MARSHALL, Minn. – For the first time, students can stay in southwest Minnesota and earn their four year Ag Education degree.
Southwest Minnesota State University (SMSU) began offering courses toward an Ag Education major last fall. The Division II college is in the process of getting their Minnesota Board of Teaching accreditation.
“Although we have not got the official word yet, we do have students that are currently in the program,” said Grant Will, SMSU director of Marketing, Recruitment and Outreach for Agriculture Programs.
“We are just waiting for the paperwork and the Board to say they will certify the program.”

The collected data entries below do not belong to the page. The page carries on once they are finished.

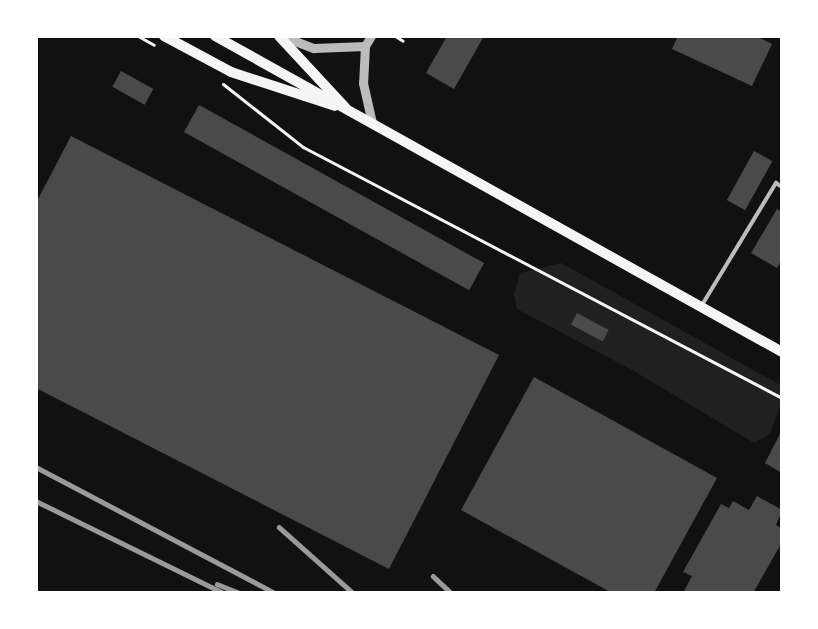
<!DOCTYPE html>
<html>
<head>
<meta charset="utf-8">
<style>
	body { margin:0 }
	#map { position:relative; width:818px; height:629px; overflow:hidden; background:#111; font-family:"Nunito Sans",sans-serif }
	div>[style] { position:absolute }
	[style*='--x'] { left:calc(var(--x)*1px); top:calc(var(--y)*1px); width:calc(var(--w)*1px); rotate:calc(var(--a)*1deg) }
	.green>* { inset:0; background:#202020 }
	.building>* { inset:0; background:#4a4a4a; transform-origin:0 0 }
	.path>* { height:3px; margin:-1.5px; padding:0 1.5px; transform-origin:1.5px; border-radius:1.5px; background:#f5f5f5 }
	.service>* { height:4px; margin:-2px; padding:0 2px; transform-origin:2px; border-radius:2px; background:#bcbcbc }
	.tertiary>* { height:9px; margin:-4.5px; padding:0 4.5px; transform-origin:4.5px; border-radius:4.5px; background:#bcbcbc }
	.secondary>* { height:10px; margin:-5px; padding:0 5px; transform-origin:5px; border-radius:5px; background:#f5f5f5 }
	.primary>* { height:10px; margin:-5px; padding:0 5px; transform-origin:5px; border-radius:5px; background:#f5f5f5 }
	.rail>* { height:4.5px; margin:-2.25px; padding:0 2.25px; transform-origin:2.25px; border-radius:2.25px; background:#9a9a9a }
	span { translate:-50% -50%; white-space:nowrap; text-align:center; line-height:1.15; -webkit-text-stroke:5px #fff; paint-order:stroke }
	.frame { position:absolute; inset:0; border:38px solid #fff; pointer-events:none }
</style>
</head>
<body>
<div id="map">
	<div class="green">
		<i style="clip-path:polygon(561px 263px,782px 386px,782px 400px,770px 434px,754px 443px,632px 370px,517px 309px,514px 294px,520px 273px)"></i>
	</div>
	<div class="building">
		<i style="clip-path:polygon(447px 36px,484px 36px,454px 89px,426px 73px)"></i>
		<i style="clip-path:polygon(678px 36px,756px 36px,772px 44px,752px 86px,672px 49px)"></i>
		<i style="left:121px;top:71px;width:37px;height:18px;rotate:29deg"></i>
		<i style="left:199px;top:105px;width:326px;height:31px;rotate:29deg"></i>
		<i style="clip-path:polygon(71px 136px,499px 355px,389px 569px,36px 388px,36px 203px)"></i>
		<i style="left:754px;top:151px;width:21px;height:56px;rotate:29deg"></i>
		<i style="clip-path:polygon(777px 209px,782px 212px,782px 259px,777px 268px,751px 253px)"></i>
		<i style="left:577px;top:313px;width:36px;height:13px;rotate:28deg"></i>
		<i style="clip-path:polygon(534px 377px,717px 478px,654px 593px,612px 593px,461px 510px)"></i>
		<i style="clip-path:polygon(782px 430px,782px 473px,765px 463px)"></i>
		<i style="clip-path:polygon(757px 496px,782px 510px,776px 525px,782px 529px,782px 542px,753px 593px,683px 593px,692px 576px,683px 572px,721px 504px,729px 508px,733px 501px,749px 510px)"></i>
	</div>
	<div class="path">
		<i style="--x:138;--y:36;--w:18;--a:29"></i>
		<i style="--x:395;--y:36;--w:9;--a:32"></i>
		<i style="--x:223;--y:84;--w:102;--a:38.2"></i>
		<i style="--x:303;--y:147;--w:541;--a:27.65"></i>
	</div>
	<div class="service">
		<i style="--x:702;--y:305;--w:143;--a:-58.8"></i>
		<i style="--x:776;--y:183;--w:7;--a:34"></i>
	</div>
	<div class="tertiary">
		<i style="--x:282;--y:36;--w:34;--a:21"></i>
		<i style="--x:314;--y:48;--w:51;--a:-2.2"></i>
		<i style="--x:371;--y:36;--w:12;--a:121"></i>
		<i style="--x:365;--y:46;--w:37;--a:93"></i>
		<i style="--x:363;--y:83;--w:41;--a:77.3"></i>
	</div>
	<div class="secondary">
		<i style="--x:164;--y:36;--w:76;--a:28.2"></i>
		<i style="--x:231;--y:72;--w:109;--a:18.1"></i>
		<i style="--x:279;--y:36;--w:98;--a:47.1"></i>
	</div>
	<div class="primary">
		<i style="--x:215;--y:36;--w:649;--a:29.13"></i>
	</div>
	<div class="rail">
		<i style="--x:36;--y:467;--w:270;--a:27.8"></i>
		<i style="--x:36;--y:501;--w:209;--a:26.1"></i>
		<i style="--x:279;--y:527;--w:99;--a:41.7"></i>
		<i style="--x:433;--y:576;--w:25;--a:43"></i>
		<i style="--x:217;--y:584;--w:24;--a:22"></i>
	</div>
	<div class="frame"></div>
</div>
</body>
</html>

Will expects the new Ag Education program will serve as a cornerstone for the college’s Agriculture programs. The Ag Education program came about as advocates for SMSU recognized that ag teachers were in short supply across the region.
“Given that we are in the heart of the ag industry here in Southwest Minnesota, and combine that with a strong tradition of education programming at SMSU, it was a natural fit for us to be part of the solution to help not only our state, but the region and possibly beyond,” Will said.
One aspect of the SMSU program that sets it apart is getting into the classroom right away.
In their first year, a freshman can expect to be in the classroom observing the teacher, and also getting the chance to teach a couple of lessons.
Getting students into the classroom right away helps them experience what it might be like to be a teacher.
“You find out – at the end of the day – if you walk away thinking, ‘I made a difference today, and I could see myself doing this’ – or if you walk away thinking, ‘The apocalypse is upon us.’ It has always been a staple of the education program to get our students out into the field early on,” said Will.
He also says that SMSU is known for its individualized attention.
“Right now, we have eight students in the program, so you can imagine with one Ag Education-specific professor, those eight students are getting a lot of attention,” he said.
Dr. Kristin Kovar, Ph.D. is the first Ag Education professor, although she does teach other education courses as well.
Will added that many students at SMSU are from the region with family or connections nearby.
He encourages students to call the college and set up a tour and a visit with himself and Dr. Kovar to learn more.
“Our ag industry has a demographic shift where a lot of the current employees are getting closer to that retirement age,” Will said. “The pipeline (for Ag Educators) is trickling, and it needs to be going full force.”